Dr Balakrishnan, who is also Foreign Minister, had given the assurance last June that TraceTogether would be used only for contact tracing.

When the minister admitted in Parliament that it did not occur to him that TraceTogether was subject to the Criminal Procedure Code, there were Singaporeans who felt this was "not fathomable" for a largely efficient government machinery that has consistently approached Covid-19 as a whole-of-Government endeavour, Mr Singh said.

He added that there were even some Singaporeans who suspect the Government had suppressed information surrounding the use of TraceTogether data for criminal investigations until the target of 70 per cent of the population has been reached.

Mr Singh then asked Dr Balakrishnan for the exact date when he knew the Criminal Procedure Code would apply to TraceTogether.

He also wanted to know if Mr Christopher de Souza (Holland-Bukit Timah GRC) had filed a parliamentary question on the matter before or after the minister became aware of the code applying to contact tracing data.

"These questions are important for the House to understand at what point the Government determined that its original representations on the use of TraceTogether were misleading, and whether it could have corrected the position and updated the public on its own initiative," said Mr Singh.

Calling the national fight against Covid-19 a "wartime scenario", he asked whether the change in the Government's position could compromise this fight and jeopardise contact tracing.

While TraceTogether data is critical for contact tracing, he questioned if it would also be vital in solving these seven categories of crimes such as terrorism-related offences, kidnapping, murder and serious sexual offences such as rape.

As it is, the police already have an abundance of investigative tools, such as CCTVs, examining mobile phones and laptops, as well as old-fashioned forensic analysis of crime scenes, he said.

"There is a legitimate view that these tools should be more than sufficient in detecting crime and securing convictions," he added.

He also asked about the use of TraceTogether data for actual cases: For the one known case where TraceTogether was used, was that case solved and how critical was TraceTogether data in doing so; and how many other times has TraceTogether been used for the seven categories of serious crimes so far.

Mr Singh said some people have shared that they would use the TraceTogether app to gain entry to a place, but turn off their Bluetooth immediately afterwards.

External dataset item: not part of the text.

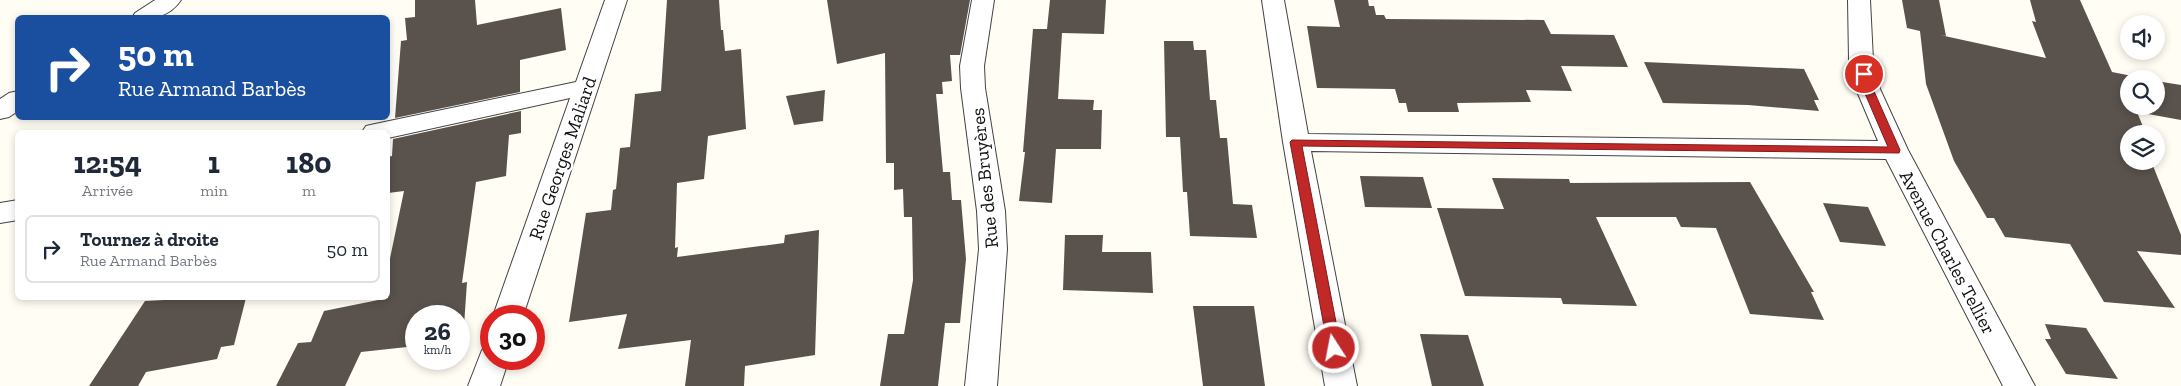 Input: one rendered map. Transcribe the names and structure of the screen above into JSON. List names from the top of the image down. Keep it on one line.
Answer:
{"streets":{"street":["Rue Georges Maliard","Rue des Bruyères","Avenue Charles Tellier"]},"page":{"turn":["50 m","Rue Armand Barbès"],"eta":["12:54","Arrivée","1","min","180","m"],"list":[{"name":"Tournez à droite","note":"Rue Armand Barbès","value":"50 m"}],"speed":"26 km/h","limit":"30"}} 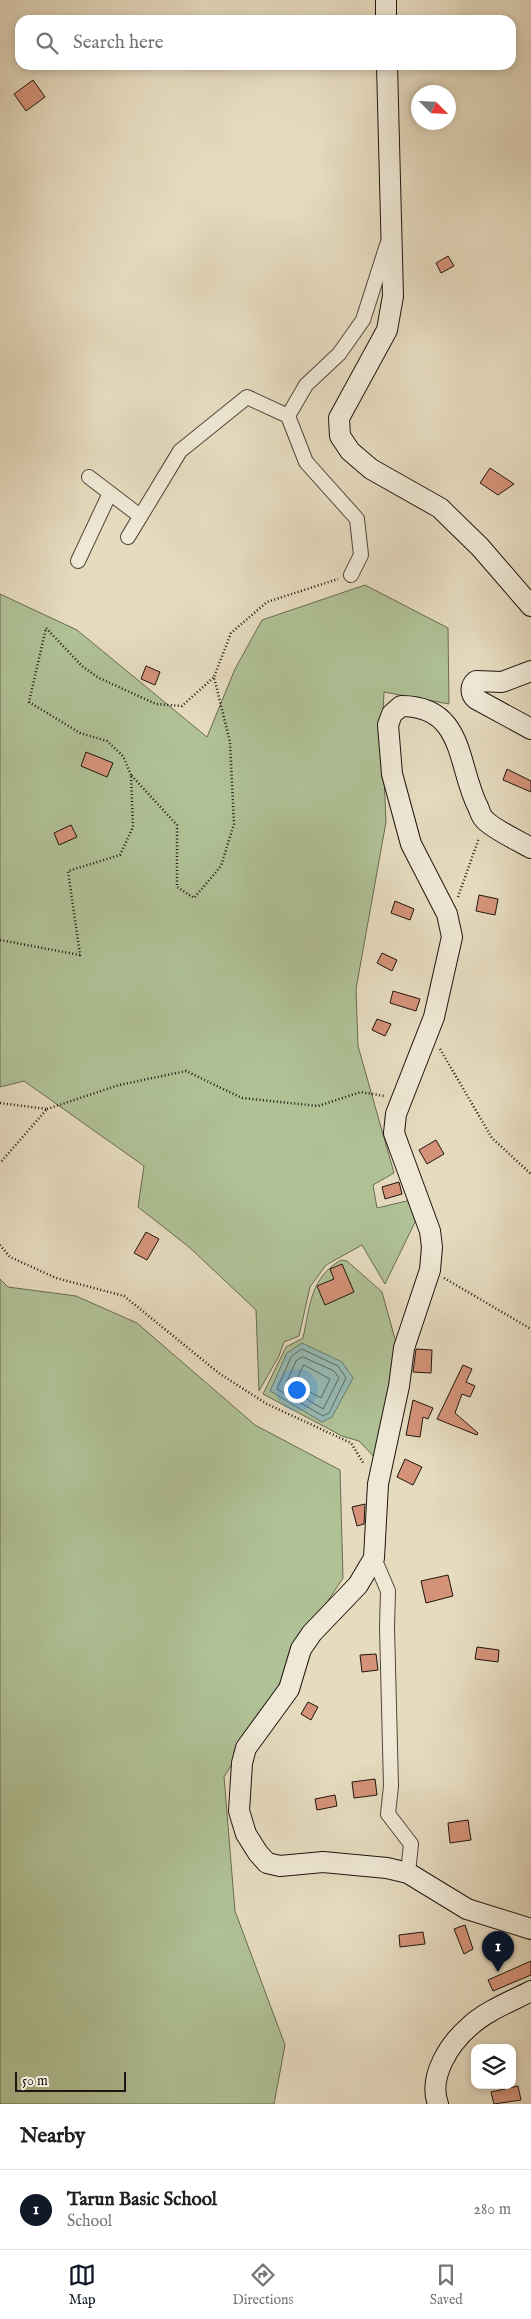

This shows that a high level of downloads of the app does not necessarily translate to a high degree of usage, he noted.

"It is therefore open to question whether the efficacy of TraceTogether for contact tracing could be compromised because of the Government's belated explanation on the use of TraceTogether data for investigative purposes."


Some people have shared that they would use the TraceTogether app to gain entry to a place, but turn off their Bluetooth immediately afterwards. ST PHOTO: GAVIN FOO

Mr Singh then gave several suggestions on how the Government could counter scepticism and replace it with trust and cooperation.

It should be forthcoming, without prompting, in informing the public about what data it collects, as well as how it ensures the robustness and integrity of its processes, he said.

The Government should also ensure that the laws reassure Singapore citizens and residents that investigatory powers and data collection are used for legitimate purposes and are subject to rigorous checks that prevent abuses of personal data.

He called for a broad review of the state's powers to collect data for the purpose of investigations.

To check against abuse, a neutral commissioner or ombudsman could be appointed to monitor the use of such powers by the Government, he suggested.

He acknowledged the difficulty in holding discussions about data privacy, but warned that not having such conversations, and holding the "erroneous assumption that continuing down tried and tested routes will suffice", could lead to worse outcomes like a disunited populace.

"We will all lose if that happens," he said. "Covid-19 is a crisis like no other, but insofar as finding a better balance between policing and privacy, the lessons that have been taught by this TraceTogether episode inform us they are lessons the Government would be wise not to dismiss."